▶ [WHAT TO PRODUCE]: Please retype all of the entries that follow, leaving the images out.

▶ [DATA TO USE]:
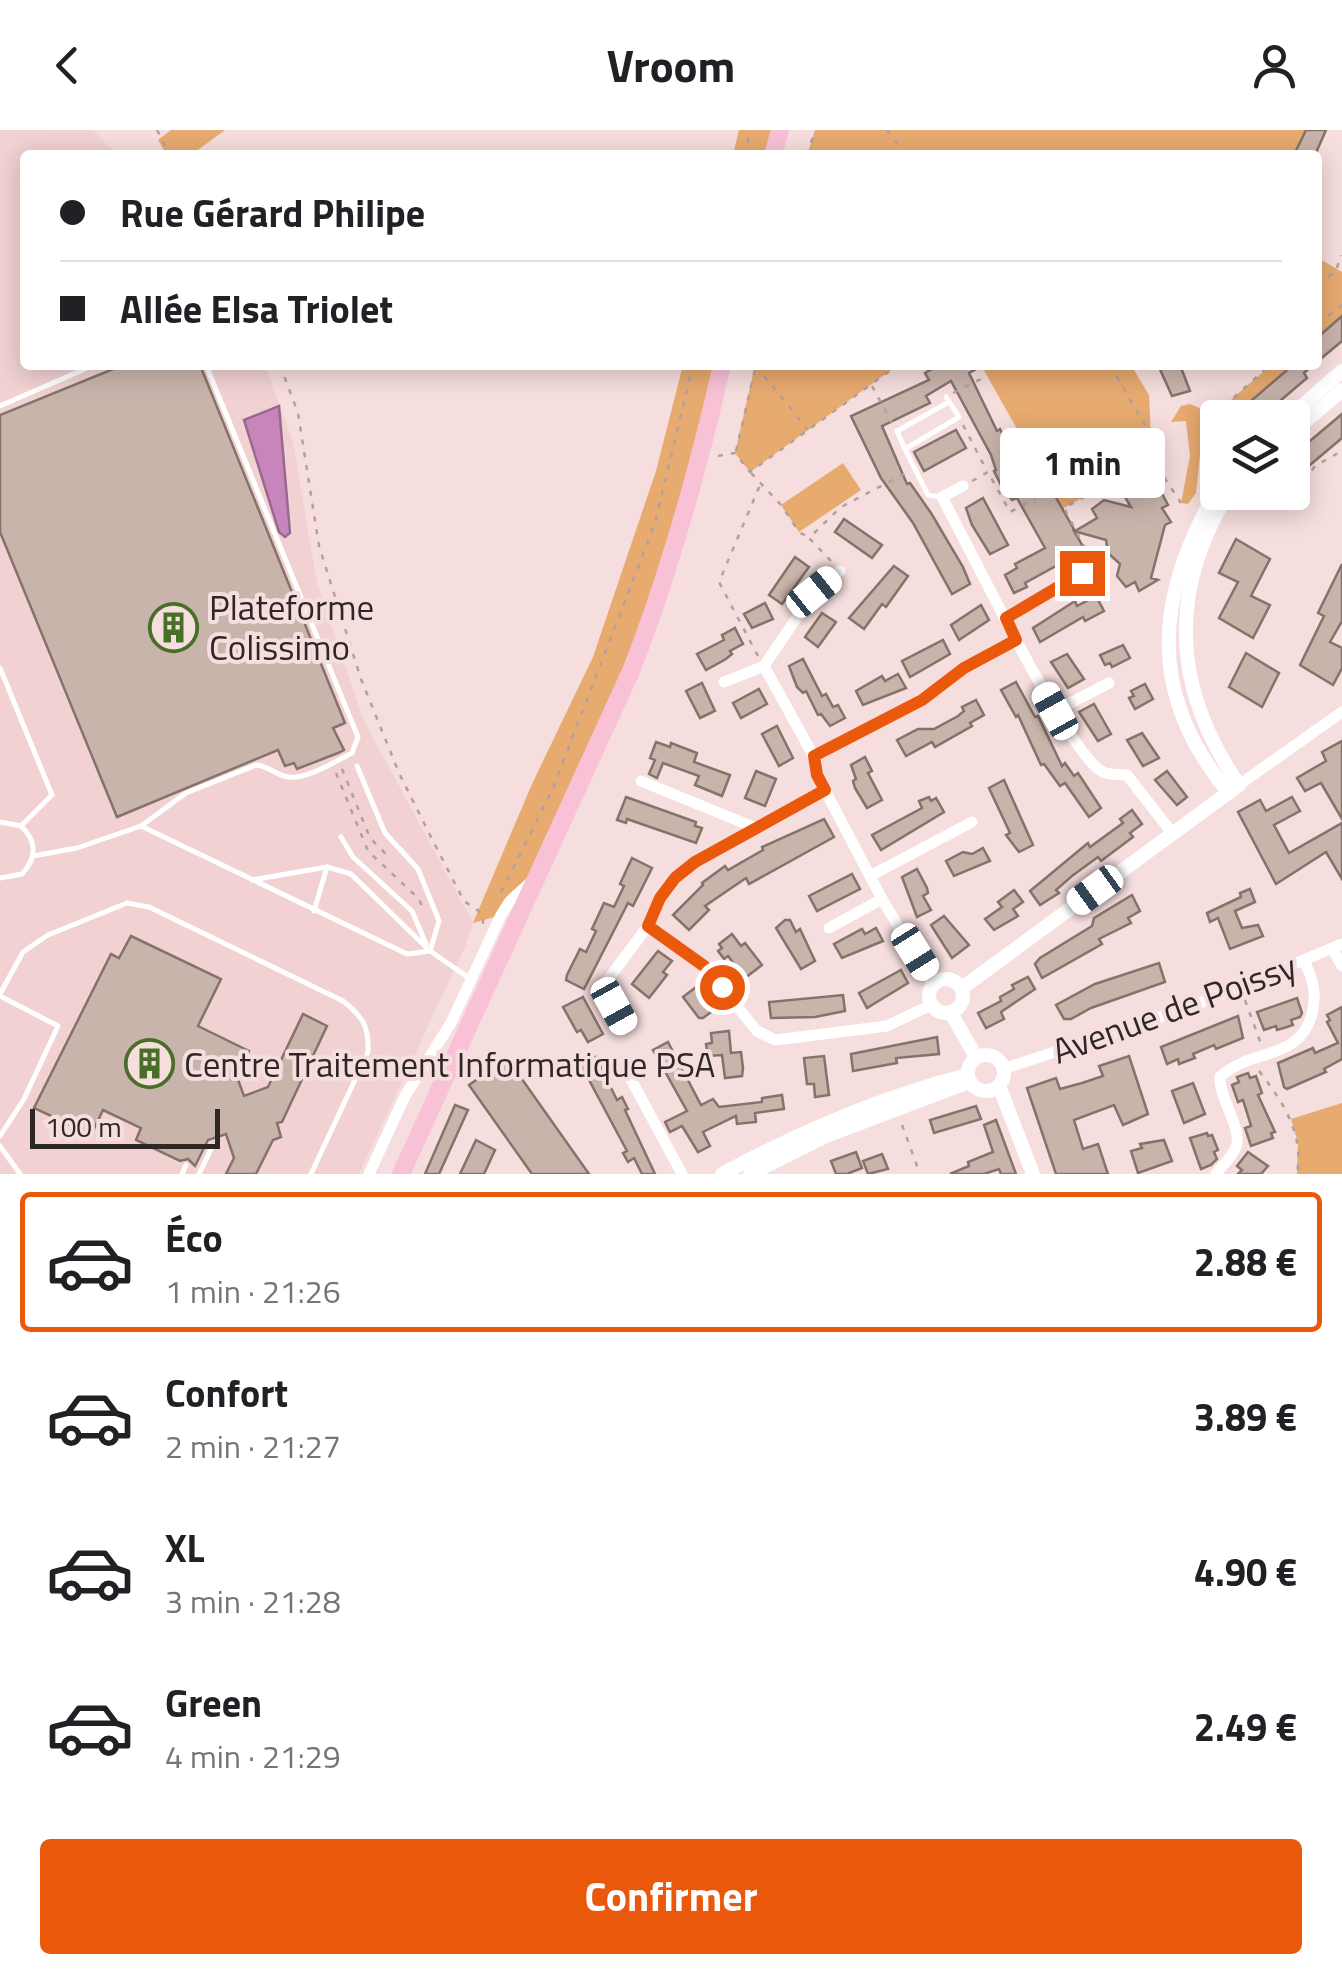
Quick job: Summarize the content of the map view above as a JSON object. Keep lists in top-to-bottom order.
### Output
{
  "streets": {
    "street": ["Avenue de Poissy"]
  },
  "places": {
    "building": ["Plateforme Colissimo", "Centre Traitement Informatique PSA"]
  },
  "scale_bar": "100 m",
  "page": {
    "header": "Vroom",
    "banner": ["Rue Gérard Philipe", "Allée Elsa Triolet"],
    "bubble": "1 min",
    "scale": "100 m",
    "list": [
      {
        "name": "Éco",
        "note": "1 min · 21:26",
        "value": "2.88 €"
      },
      {
        "name": "Confort",
        "note": "2 min · 21:27",
        "value": "3.89 €"
      },
      {
        "name": "XL",
        "note": "3 min · 21:28",
        "value": "4.90 €"
      },
      {
        "name": "Green",
        "note": "4 min · 21:29",
        "value": "2.49 €"
      }
    ],
    "buttons": "Confirmer"
  }
}
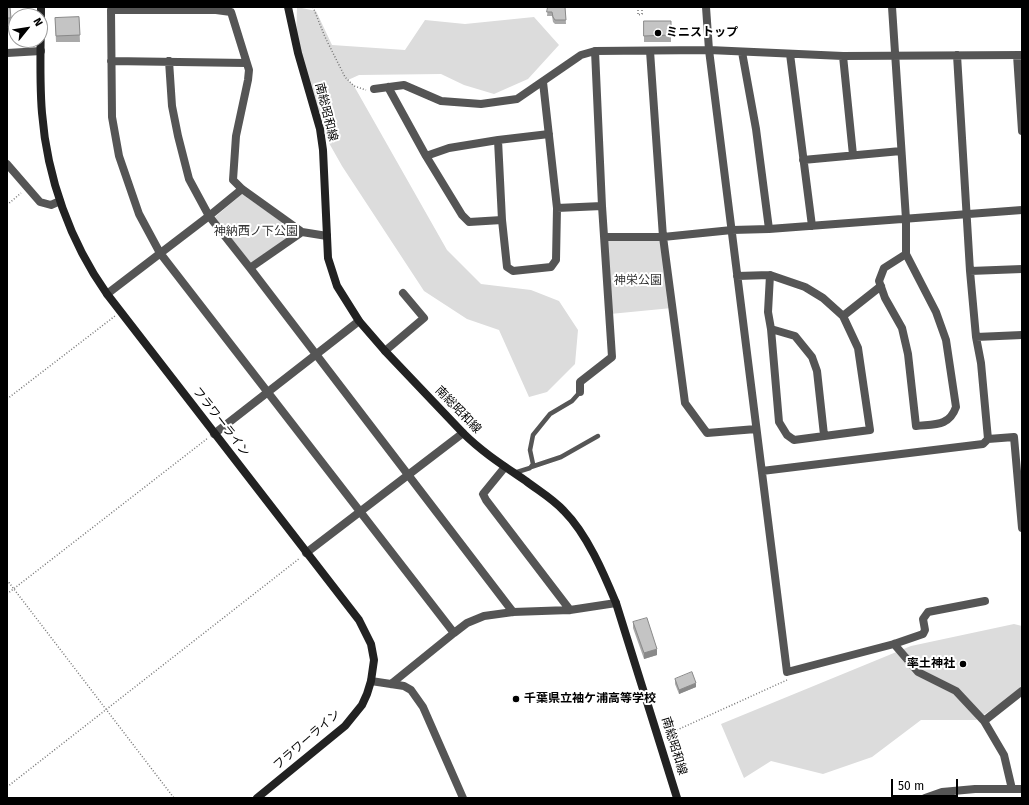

▶ [TASK RESULT]:
Quick job: Summarize the content of the map view above as a JSON object. Keep lists in top-to-bottom order.
### Output
{
  "streets": {
    "street": ["Avenue de Poissy"]
  },
  "places": {
    "building": ["Plateforme Colissimo", "Centre Traitement Informatique PSA"]
  },
  "scale_bar": "100 m",
  "page": {
    "header": "Vroom",
    "banner": ["Rue Gérard Philipe", "Allée Elsa Triolet"],
    "bubble": "1 min",
    "scale": "100 m",
    "list": [
      {
        "name": "Éco",
        "note": "1 min · 21:26",
        "value": "2.88 €"
      },
      {
        "name": "Confort",
        "note": "2 min · 21:27",
        "value": "3.89 €"
      },
      {
        "name": "XL",
        "note": "3 min · 21:28",
        "value": "4.90 €"
      },
      {
        "name": "Green",
        "note": "4 min · 21:29",
        "value": "2.49 €"
      }
    ],
    "buttons": "Confirmer"
  }
}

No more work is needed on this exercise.